THE TASK: Give back exactly the lines of the data below, starting with the line that has "Build a gazetteer for the map" and going on through the line that has "What data does".

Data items
↓

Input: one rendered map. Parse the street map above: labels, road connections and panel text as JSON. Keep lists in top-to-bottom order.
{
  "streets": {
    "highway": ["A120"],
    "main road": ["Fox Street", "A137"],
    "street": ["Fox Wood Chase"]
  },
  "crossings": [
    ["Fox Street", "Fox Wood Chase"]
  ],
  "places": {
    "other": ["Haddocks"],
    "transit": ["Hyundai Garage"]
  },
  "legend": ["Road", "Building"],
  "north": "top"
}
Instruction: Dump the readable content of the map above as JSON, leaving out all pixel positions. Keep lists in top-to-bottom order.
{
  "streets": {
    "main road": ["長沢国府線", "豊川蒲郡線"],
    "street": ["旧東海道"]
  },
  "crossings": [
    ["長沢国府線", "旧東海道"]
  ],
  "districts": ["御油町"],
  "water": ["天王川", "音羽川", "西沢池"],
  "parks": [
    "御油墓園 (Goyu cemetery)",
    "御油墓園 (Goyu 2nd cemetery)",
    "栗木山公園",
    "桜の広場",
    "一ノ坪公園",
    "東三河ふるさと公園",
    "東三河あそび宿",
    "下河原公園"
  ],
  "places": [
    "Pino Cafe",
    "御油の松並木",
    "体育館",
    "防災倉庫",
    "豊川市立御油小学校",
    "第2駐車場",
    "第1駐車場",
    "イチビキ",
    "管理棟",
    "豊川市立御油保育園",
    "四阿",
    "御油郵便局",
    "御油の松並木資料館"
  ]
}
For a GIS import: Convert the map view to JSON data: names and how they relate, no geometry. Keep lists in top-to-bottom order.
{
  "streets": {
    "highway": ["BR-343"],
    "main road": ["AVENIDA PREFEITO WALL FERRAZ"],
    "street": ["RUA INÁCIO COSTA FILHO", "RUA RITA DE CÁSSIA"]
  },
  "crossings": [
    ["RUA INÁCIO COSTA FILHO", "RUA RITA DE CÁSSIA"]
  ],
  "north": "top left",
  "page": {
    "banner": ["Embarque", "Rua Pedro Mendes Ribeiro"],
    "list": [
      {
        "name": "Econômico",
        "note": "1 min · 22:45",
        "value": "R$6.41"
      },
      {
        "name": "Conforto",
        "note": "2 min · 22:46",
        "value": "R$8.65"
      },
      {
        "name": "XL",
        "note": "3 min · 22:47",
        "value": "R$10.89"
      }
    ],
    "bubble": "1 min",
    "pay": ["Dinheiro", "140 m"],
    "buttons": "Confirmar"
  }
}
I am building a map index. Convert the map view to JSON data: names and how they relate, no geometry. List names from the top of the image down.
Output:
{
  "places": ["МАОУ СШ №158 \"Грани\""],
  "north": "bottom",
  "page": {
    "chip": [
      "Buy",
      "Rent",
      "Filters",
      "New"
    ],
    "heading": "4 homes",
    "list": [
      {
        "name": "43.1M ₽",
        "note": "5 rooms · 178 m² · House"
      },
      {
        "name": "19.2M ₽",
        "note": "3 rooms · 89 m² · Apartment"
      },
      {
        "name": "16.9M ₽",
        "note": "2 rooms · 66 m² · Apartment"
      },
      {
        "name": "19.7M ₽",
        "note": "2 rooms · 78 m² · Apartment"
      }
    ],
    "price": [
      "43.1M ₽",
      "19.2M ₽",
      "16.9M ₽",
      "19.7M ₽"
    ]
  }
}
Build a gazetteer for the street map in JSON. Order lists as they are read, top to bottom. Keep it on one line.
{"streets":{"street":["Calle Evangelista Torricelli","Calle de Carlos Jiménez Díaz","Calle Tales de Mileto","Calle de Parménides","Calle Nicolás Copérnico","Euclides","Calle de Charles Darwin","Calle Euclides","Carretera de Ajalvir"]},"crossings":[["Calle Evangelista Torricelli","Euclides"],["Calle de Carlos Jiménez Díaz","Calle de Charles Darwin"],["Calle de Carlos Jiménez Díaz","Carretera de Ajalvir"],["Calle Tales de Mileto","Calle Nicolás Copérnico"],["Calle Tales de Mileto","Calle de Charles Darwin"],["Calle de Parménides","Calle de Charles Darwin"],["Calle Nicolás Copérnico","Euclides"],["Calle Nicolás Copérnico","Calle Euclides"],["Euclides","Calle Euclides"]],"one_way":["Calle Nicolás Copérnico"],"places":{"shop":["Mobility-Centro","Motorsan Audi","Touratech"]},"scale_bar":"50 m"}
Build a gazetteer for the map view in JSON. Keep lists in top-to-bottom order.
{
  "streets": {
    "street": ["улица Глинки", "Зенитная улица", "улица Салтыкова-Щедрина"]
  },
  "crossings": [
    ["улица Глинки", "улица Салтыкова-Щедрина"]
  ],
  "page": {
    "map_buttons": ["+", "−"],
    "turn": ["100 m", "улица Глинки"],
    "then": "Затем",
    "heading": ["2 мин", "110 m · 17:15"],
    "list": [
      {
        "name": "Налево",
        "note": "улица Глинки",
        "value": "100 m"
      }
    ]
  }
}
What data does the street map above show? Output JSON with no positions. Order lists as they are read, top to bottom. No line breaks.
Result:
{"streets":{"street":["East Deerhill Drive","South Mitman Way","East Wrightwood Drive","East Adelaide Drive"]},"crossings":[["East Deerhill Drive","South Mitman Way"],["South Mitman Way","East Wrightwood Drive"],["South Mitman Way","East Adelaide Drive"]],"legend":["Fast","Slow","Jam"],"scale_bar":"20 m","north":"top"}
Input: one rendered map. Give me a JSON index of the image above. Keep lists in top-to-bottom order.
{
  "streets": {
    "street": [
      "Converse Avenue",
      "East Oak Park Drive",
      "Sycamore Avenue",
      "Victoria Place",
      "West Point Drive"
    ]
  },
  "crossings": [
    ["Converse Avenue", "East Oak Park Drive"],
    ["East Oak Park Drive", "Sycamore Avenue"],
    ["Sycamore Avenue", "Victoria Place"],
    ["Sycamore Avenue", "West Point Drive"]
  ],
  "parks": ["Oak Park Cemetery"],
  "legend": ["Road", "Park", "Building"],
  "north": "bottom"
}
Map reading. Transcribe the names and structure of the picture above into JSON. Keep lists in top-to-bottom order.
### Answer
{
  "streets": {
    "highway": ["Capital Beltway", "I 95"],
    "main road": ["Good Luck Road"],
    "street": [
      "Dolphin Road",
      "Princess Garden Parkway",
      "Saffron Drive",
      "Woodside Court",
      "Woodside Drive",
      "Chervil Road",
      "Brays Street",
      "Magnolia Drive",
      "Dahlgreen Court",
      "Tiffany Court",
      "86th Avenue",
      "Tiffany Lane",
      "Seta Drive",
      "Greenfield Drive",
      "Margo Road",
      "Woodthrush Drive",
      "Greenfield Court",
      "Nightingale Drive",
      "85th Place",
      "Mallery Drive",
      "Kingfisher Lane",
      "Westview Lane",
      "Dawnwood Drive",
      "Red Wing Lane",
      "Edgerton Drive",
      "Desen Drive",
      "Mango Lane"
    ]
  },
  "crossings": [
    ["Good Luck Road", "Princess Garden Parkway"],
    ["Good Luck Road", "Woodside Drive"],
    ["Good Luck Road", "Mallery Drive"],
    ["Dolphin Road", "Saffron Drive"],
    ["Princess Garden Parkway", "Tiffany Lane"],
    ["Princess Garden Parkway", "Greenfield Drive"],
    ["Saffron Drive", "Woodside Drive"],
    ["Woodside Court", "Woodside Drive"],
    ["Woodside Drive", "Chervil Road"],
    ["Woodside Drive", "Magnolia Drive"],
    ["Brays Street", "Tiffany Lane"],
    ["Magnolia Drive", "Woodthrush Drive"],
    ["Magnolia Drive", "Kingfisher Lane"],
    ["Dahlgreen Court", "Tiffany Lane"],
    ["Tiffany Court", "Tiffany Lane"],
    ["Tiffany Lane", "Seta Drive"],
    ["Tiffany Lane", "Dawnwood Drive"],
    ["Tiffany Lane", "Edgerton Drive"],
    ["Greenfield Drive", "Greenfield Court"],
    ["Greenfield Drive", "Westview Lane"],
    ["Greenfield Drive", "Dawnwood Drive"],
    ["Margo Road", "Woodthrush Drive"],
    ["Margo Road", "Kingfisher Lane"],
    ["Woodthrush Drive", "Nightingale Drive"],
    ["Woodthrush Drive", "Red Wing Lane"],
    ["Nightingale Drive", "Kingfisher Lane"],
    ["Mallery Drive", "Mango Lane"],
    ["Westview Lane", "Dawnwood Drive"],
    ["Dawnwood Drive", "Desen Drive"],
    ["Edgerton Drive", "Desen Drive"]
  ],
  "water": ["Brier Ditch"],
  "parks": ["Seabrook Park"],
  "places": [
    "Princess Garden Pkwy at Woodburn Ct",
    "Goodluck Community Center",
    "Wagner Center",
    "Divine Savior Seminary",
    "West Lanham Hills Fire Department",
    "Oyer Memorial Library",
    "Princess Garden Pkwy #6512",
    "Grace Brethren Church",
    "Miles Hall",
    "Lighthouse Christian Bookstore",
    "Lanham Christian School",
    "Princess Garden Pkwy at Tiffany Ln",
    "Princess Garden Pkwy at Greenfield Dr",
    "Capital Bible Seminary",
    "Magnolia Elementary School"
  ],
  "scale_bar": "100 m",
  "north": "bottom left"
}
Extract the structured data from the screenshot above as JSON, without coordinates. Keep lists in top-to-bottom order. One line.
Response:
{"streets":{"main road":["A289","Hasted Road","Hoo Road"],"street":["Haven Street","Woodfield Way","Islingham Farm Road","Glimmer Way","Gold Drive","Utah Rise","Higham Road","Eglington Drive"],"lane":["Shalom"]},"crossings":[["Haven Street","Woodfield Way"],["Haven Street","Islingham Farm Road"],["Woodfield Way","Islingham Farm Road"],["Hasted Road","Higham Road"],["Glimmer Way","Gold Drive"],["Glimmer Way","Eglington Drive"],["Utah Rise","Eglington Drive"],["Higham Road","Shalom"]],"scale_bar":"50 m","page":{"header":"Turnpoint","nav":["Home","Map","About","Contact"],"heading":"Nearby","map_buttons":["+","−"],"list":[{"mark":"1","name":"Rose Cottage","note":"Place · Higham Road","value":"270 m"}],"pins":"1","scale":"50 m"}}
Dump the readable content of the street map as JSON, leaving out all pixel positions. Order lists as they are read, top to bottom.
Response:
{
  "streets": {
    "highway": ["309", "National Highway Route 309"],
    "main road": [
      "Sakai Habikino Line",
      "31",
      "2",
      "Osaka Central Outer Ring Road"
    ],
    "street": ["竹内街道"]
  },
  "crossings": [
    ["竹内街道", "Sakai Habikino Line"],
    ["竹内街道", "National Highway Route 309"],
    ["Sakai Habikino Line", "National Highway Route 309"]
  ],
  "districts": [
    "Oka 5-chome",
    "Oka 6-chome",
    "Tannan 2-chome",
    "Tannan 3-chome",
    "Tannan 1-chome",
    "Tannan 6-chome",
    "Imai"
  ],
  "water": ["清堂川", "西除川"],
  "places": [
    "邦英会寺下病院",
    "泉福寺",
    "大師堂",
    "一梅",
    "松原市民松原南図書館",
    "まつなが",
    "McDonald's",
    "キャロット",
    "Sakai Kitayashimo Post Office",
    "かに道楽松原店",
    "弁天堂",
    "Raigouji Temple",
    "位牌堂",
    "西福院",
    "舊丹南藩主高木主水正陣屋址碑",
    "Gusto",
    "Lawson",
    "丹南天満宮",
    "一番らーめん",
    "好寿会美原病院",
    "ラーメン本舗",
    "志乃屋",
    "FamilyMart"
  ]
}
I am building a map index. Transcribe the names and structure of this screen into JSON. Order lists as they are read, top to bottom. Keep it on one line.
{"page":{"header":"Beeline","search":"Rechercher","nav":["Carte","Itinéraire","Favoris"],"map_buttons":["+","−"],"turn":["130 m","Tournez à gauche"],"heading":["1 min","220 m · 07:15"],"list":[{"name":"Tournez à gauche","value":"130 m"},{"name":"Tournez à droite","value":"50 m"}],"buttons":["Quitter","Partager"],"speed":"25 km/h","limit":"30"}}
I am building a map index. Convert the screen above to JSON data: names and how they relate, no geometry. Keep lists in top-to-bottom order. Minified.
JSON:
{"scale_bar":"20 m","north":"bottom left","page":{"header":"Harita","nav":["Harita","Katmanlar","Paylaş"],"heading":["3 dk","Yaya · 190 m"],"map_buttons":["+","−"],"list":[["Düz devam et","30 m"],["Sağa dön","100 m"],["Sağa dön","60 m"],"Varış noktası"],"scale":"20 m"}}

↑

SOLUTION:
Build a gazetteer for the map view in JSON. Keep lists in top-to-bottom order.
{
  "streets": {
    "street": ["улица Глинки", "Зенитная улица", "улица Салтыкова-Щедрина"]
  },
  "crossings": [
    ["улица Глинки", "улица Салтыкова-Щедрина"]
  ],
  "page": {
    "map_buttons": ["+", "−"],
    "turn": ["100 m", "улица Глинки"],
    "then": "Затем",
    "heading": ["2 мин", "110 m · 17:15"],
    "list": [
      {
        "name": "Налево",
        "note": "улица Глинки",
        "value": "100 m"
      }
    ]
  }
}
What data does the street map above show? Output JSON with no positions. Order lists as they are read, top to bottom. No line breaks.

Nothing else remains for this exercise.